Economy
In reply to the discussion: Weekend Economists Hit the New Year (and it hits back) Goodbye 2013 / Hello 2014! [View all]Demeter
(85,373 posts)NOT A GOOD TREND...
http://www.reuters.com/article/2013/12/31/us-privateequity-partners-idUSBRE9BU0ER20131231
Private equity firms are increasingly seeking to partner with U.S. companies rather than buying them outright, as they struggle to find ways to put their huge piles of money to work at a time when frothy markets have made takeovers expensive. Major U.S. buyout shops, such as Blackstone Group LP (BX.N) and Carlyle Group LP (CG.O), are looking at deals such as minority investments in companies or partnerships with companies looking to make an acquisition -- types of transactions that they largely shunned before the financial crisis of 2008. Carlyle, for example, did no such deals in Carlyle Partners IV, a $7.8 billion U.S. buyout fund raised in 2005. But it ended up investing about 15 percent of its $13.7 billion Carlyle Partners V fund, raised in 2007, in such non-conventional deals. It sees potentially even more such deals for the U.S. fund it raised this year, the $13 billion Carlyle Partners VI fund. In September, for example, it agreed to invest $500 million for a minority stake in Beats Electronics LLC, the headphones company co-founded by rapper Dr. Dre.
"You clearly need to do more of those deals to get your targeted rate of return," said Peter Clare, co-head of Carlyle's U.S. buyout group, who noted that the share of non-conventional deals could top 15 percent in its latest fund.
Private equity executives argue non-conventional deals can be more lucrative when full-blown buyouts are expensive.
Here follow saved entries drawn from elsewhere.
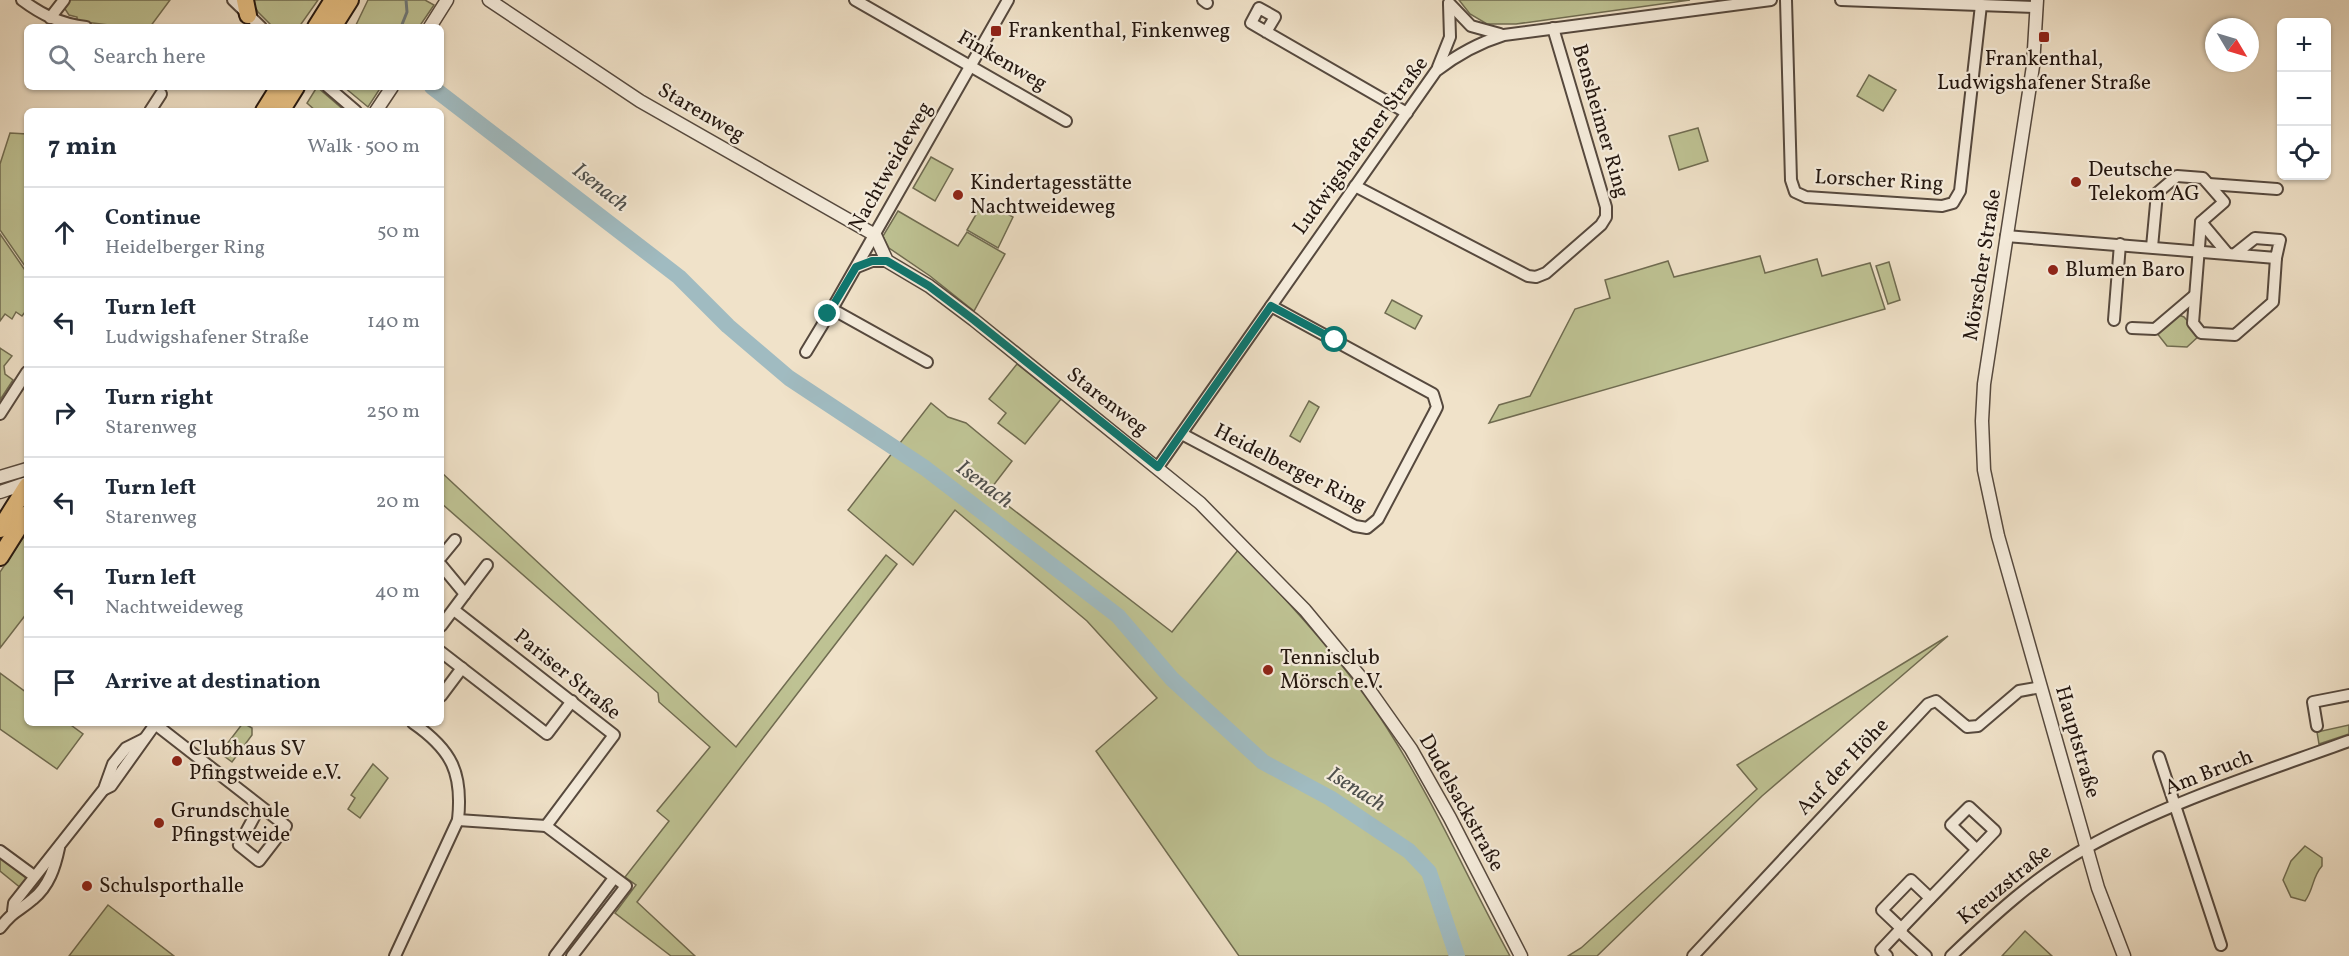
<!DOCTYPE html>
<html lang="en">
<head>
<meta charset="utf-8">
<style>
  :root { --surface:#fff; --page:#f2f2f3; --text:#1f2937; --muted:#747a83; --line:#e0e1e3 }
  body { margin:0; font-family:Vollkorn,serif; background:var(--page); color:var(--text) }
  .controls { position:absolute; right:18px; top:18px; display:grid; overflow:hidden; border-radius:9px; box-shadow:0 2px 4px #0004 }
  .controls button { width:54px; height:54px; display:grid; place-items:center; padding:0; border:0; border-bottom:2px solid var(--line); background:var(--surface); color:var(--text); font:30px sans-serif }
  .compass { position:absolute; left:2205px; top:18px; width:54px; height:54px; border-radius:50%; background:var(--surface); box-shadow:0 2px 4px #0004; rotate:128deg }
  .stop { position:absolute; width:18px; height:18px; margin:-14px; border:4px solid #0f766e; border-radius:50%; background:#fff }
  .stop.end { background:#0f766e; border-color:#fff; box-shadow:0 2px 6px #0008 }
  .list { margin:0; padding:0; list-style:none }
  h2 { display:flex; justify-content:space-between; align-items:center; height:78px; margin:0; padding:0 24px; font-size:26px }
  h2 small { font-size:20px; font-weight:400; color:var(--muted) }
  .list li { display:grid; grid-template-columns:39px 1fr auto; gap:18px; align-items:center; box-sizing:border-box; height:90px; padding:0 24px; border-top:2px solid var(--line) }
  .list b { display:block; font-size:22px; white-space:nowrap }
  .list p { margin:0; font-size:20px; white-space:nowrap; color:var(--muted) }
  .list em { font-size:20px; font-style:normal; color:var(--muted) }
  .icon { flex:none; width:33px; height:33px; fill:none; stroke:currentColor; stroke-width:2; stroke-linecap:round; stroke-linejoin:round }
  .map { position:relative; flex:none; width:2349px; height:956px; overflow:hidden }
  .search { position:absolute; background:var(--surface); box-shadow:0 2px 4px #0004; left:24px; top:24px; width:420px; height:66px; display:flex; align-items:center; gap:15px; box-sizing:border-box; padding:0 21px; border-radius:9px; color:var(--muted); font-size:22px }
  .panel { position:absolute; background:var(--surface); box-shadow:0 2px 4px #0004; left:24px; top:108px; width:420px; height:618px; border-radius:9px }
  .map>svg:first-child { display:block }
  .green { fill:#bec293; stroke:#706c51; stroke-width:1.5 }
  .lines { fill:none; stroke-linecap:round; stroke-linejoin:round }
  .stream { stroke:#6e797a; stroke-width:3 }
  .river { stroke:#a0bbc1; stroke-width:16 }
  .minor-casing { stroke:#56493e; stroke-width:14 }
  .tertiary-casing { stroke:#56493e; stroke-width:15 }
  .trunk-casing { stroke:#23160f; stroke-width:20 }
  .minor { stroke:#f5ecdc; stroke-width:10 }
  .tertiary { stroke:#f5ecdc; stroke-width:12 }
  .trunk { stroke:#e8c184; stroke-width:16 }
  .route { stroke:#0f766e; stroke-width:8 }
  .poi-dot { fill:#8f2418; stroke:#f5ecdc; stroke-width:2 }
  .labels { text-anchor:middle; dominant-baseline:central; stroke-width:4.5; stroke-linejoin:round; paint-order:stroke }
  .poi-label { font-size:21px; fill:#23160f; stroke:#f5ecdc; text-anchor:start }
  .street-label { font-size:21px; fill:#23160f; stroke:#f5ecdc }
  .water-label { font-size:22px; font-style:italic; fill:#4f504d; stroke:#f5ecdc }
</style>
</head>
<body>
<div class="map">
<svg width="2349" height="956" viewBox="0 0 2349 956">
  <rect width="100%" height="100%" fill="#f0e2c9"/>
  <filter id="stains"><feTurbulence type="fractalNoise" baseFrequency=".00333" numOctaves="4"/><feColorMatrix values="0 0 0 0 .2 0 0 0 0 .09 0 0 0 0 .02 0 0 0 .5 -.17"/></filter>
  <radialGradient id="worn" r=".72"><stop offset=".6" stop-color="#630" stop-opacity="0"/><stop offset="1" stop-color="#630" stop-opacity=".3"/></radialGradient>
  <g class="green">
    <path d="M68 0H170L150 27H125L77 21V17L69 15 65 9Z"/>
    <path d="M251 0H318L299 27H273L258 12Z"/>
    <path d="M368 0H425L434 5 419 27H355Z"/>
    <path d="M1459 0H1690L1516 24H1487L1470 14Z"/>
    <path d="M1869 75 1896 90 1883 111 1857 96Z"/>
    <path d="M317 87 345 111H316L307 103Z"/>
    <path d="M344 87H381L368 107Z"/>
    <path d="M1698 128 1708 161 1679 170 1669 136Z"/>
    <path d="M10 133 27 134V269L0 230V164Z"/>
    <path d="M931 157 953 169 935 201 913 188Z"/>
    <path d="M997 208 1013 217 998 248 967 230 978 211Z"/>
    <path d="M898 211 958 246 967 232 1005 254 974 311 930 276 889 248 883 236Z"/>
    <path d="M0 234 27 273V313L25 312 22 316 16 312 12 319 5 314 0 321Z"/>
    <path d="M1760 256 1765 273 1817 259 1822 276 1870 263 1885 309 1489 423 1499 405 1530 396 1575 309 1610 298 1605 280 1668 261 1674 277Z"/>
    <path d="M1889 262 1900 300 1888 304 1876 266Z"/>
    <path d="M1392 300 1422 316 1415 329 1385 313Z"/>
    <path d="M2179 315 2184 317 2200 335 2187 347 2167 346 2156 332Z"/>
    <path d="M0 348 12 356 4 366 5 374 13 380 0 400Z"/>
    <path d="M1017 364 1061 399 1025 444 998 423 1006 413 989 399Z"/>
    <path d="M1309 401 1319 407 1300 442 1290 436Z"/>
    <path d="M931 403 948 417 966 423 1012 461 989 491 1172 632 1239 549C1292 606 1345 663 1387 728 1434 801 1468 880 1510 956H1239L1096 751 1157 698 1087 621 955 510 913 565 848 510Z"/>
    <path d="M441 472 736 747 886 555 897 564 637 902 695 956H671L615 913 636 885 625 877 669 821 657 811 710 747 659 702 658 693 441 503Z"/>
    <path d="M27 532V613L0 648V572Z"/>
    <path d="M1948 636 1762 796 1597 956H1568L1581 948 1757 789 1737 765Z"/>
    <path d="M0 673 27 693V723H68L83 734 57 769 0 729Z"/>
    <path d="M243 723 252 728V735L232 762 220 753Z"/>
    <path d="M2349 725V734L2319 744 2317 732Z"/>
    <path d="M373 764 388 778 360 818 348 809 355 798 351 795Z"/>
    <path d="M2305 846 2322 858V866C2312 877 2314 889 2305 901L2291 897 2283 880 2291 861Z"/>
    <path d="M0 855 30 879 22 889 0 871Z"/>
    <path d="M108 905 174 956H69Z"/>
    <path d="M2025 931 2052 956H2002Z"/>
  </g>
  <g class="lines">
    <path class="stream" d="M401 27 407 12 406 0"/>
    <path class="river" d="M432 87 679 277 728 326 789 378 925 468 1118 616 1172 679 1263 762 1330 798 1409 851 1429 872 1457 956"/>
    <g class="minor-casing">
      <g id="minor">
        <path d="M22 0C42 15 61 24 86 27"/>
        <path d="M233 0 261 27"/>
        <path d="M855 0 1066 121"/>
        <path d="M1203 0 1207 3"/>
        <path d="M1786 0 1791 180 1795 192 1806 197 1942 206 1953 203 1960 191 1981 5"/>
        <path d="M1841 0 2037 7"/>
        <path d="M1449 3 1471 26 1500 34"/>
        <path d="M50 18 64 0"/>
        <path d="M1266 32 1275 17 1259 8 1251 23 1407 113"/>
        <path d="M1438 67 1450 37 1449 4"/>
        <path d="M328 87 356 111"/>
        <path d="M150 111 161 94"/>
        <path d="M2209 184 2277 189"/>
        <path d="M1355 186 1528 276 1536 277 1546 273 1601 225 1606 217V207L1553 28"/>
        <path d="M2201 222 2227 253"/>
        <path d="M2006 236 2276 258 2280 240 2255 238 2235 254"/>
        <path d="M2152 247 2157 193 2177 176 2203 178 2224 202 2201 222 2193 323 2201 333 2235 335 2273 302 2276 258"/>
        <path d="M857 267 872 261H887"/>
        <path d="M832 309 927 362"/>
        <path d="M2114 320 2120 244"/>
        <path d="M2132 328 2155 329 2195 295"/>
        <path d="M806 352 832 309 1008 0"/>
        <path d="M0 414 27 372"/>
        <path d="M1182 434 1355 526 1367 528 1378 519 1434 413 1437 407 1433 394 1271 306"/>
        <path d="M1158 467 1436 71C1458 54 1478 43 1504 35L1771 0"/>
        <path d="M441 557 455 540"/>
        <path d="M441 565 465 594 487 565"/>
        <path d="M454 610 614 735 546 826 458 820"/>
        <path d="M441 626 465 594"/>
        <path d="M441 652 547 734 572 701"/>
        <path d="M441 696 462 668"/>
        <path d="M155 724 286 826 259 861 239 845 260 806"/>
        <path d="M2317 726 2313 702 2349 695"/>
        <path d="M2159 757 2221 945"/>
        <path d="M105 789 111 786 156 723"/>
        <path d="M546 826 626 886 572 956"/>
        <path d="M0 851 34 876"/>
        <path d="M13 911 14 903 104 789 113 764 126 748 144 739"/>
        <path d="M0 928C14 910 18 912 33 899 49 886 55 867 59 848"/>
        <path d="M1902 929 1882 910 1911 880 1930 898"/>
        <path d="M1899 931 1926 956"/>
        <path d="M395 956 458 820C463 773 452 750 413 723"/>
        <path d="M555 956 614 878"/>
        <path d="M1693 956 1928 704 1936 701 1967 727 1978 726 2019 691 2041 687"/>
        <path d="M1887 956 1881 950C1918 910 1957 871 1995 831L1969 807 1951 825 1977 850"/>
        <path d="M1951 956C1993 916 2036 876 2086 848 2168 802 2261 773 2349 741"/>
      </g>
    </g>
    <g class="tertiary-casing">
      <g id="tertiary">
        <path d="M489 0 640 101 875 235 887 261 929 286 974 320 1200 503 1305 610 1358 674 1411 749 1450 818 1521 956"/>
        <path d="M2037 0 2033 66 1984 384 1982 421 1984 470 1998 536 2098 888 2124 956"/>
        <path d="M430 27 447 0"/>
        <path d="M376 111 392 87"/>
        <path d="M0 477 27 469"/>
        <path d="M0 492 27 483"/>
      </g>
    </g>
    <g class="trunk-casing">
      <g id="trunk">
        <path d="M245 0 248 15"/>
        <path d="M316 27 333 0"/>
        <path d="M333 27 350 0"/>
        <path d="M264 111 279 87"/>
        <path d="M281 111 296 87"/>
        <path d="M0 529 27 486"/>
        <path d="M0 557 27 514"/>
      </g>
    </g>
    <use href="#minor" class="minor"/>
    <use href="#tertiary" class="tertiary"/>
    <use href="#trunk" class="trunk"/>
  </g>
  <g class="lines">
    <path class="route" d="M828 314 856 267 872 261H887L929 286 974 320 1158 467 1271 306 1335 340"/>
  </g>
  <g class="poi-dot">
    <rect x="990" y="25" width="12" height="12" rx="3"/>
    <rect x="2038" y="31" width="12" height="12" rx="3"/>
    <circle cx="2076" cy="182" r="6"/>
    <circle cx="958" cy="195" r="6"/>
    <circle cx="2053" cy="270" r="6"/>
    <circle cx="1268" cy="670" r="6"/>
    <circle cx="177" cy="761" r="6"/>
    <circle cx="159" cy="823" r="6"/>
    <circle cx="87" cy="886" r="6"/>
  </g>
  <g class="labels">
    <g class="poi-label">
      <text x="1008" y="31">Frankenthal, Finkenweg</text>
      <text x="2044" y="59" text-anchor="middle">Frankenthal,<tspan x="2044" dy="24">Ludwigshafener Straße</tspan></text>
      <text x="2088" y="170">Deutsche<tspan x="2088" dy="24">Telekom AG</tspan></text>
      <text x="970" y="183">Kindertagesstätte<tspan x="970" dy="24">Nachtweideweg</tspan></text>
      <text x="2065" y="270">Blumen Baro</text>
      <text x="1280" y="658">Tennisclub<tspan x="1280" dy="24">Mörsch e.V.</tspan></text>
      <text x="189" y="749">Clubhaus SV<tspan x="189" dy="24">Pfingstweide e.V.</tspan></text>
      <text x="171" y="811">Grundschule<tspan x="171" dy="24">Pfingstweide</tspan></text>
      <text x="99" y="886">Schulsporthalle</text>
    </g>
    <g class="street-label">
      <text transform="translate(1002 61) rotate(30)">Finkenweg</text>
      <text transform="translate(701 113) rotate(30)">Starenweg</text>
      <text transform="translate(1600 121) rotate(74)">Bensheimer Ring</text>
      <text transform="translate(1361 146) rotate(-54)">Ludwigshafener Straße</text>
      <text transform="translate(891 167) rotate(-60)">Nachtweideweg</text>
      <text transform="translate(1879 181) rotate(3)">Lorscher Ring</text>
      <text transform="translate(1983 265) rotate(-81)">Mörscher Straße</text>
      <text transform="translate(1107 402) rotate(38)">Starenweg</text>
      <text transform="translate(1290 468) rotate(27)">Heidelberger Ring</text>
      <text transform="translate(567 675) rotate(39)">Pariser Straße</text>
      <text transform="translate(2077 742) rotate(74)">Hauptstraße</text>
      <text transform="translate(1843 767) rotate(-47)">Auf der Höhe</text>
      <text transform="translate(2209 773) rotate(-21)">Am Bruch</text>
      <text transform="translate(1461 803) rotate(61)">Dudelsackstraße</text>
      <text transform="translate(2005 885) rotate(-39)">Kreuzstraße</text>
    </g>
    <g class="water-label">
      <text transform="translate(600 188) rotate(38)">Isenach</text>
      <text transform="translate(984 485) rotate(37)">Isenach</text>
      <text transform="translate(1356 790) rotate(32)">Isenach</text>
    </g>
  </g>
  <rect width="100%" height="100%" filter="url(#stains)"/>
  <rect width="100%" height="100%" fill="url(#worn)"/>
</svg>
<div class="controls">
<button>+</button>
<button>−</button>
<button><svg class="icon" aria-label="locate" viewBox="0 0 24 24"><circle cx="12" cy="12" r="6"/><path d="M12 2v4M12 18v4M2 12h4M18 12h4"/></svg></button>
</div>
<svg class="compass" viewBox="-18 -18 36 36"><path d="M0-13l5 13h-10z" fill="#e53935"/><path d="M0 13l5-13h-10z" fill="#747a83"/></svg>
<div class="stop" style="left:1335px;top:340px"></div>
<div class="stop end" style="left:828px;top:314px"></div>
<div class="search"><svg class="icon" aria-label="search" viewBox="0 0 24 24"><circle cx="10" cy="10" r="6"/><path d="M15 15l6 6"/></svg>Search here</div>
<section class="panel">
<h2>7 min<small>Walk · 500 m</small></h2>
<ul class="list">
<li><svg class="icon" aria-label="ahead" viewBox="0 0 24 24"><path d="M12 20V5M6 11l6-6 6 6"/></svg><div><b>Continue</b><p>Heidelberger Ring</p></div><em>50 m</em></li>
<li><svg class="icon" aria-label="left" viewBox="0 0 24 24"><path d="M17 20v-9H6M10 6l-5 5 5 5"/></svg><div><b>Turn left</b><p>Ludwigshafener Straße</p></div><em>140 m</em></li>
<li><svg class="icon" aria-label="right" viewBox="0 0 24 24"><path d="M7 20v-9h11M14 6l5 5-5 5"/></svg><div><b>Turn right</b><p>Starenweg</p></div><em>250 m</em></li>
<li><svg class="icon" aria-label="left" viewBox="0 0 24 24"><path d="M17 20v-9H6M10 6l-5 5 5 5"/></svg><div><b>Turn left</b><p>Starenweg</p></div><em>20 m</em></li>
<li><svg class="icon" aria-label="left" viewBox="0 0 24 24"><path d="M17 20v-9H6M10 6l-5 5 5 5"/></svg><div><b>Turn left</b><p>Nachtweideweg</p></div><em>40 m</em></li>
<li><svg class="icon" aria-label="arrive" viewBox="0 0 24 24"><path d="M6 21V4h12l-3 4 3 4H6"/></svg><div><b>Arrive at destination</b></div></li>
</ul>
</section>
</div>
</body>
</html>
Competition for them is less, as the transactions are custom-made and often do not involve auctions.
"Once we have an investment in a company we will do everything we can to help them achieve their goals, whether it is investing more money or not," Clare said.
While such non-conventional investments account for a small minority of private equity deals, they underscore the industry's desire to avoid the debt-fueled excesses of the 2005-2008 buyout boom in today's environment, in which cheap financing and high equity prices favor selling companies rather than buying. Private equity firms took advantage of red-hot capital markets to cash out on investments throughout the year, an approach epitomized by Apollo Global Management LLC (APO.N) co-founder and Chief Executive Leon Black in April with the phrase: "We are selling everything that is not nailed down."
Deploying capital has been more challenging. Although private equity-backed deal volumes are up 31 percent year-on-year in the United States in 2013 thanks to megadeals such as Dell inc and H.J. Heinz Co, the number of deals went down from 1,917 in 2012 to 1,715 in 2013, according to Thomson Reuters data. At the heart of private equity's predicament is a problem of plenty. The industry ended the year with $585 billion of "dry powder" to spend in North America, the highest since 2009, according to market research firm Preqin, thanks to yield-hungry investors, such as pension funds and insurance firms, piling in amid record-low interest rates. At the same time, these firms have struggled to find enough buyout opportunities to invest in to make the 20 percent annual return they like to promise to the investors in their funds, who are known as limited partners (LPs).
20% IS UNREALISTIC AT BEST, RAPING AND PILLAGING AT WORST. THERE ISN'T ANYTHING THAT CAN GIVE 20% ROI..UNLESS IT'S GREEN ENERGY.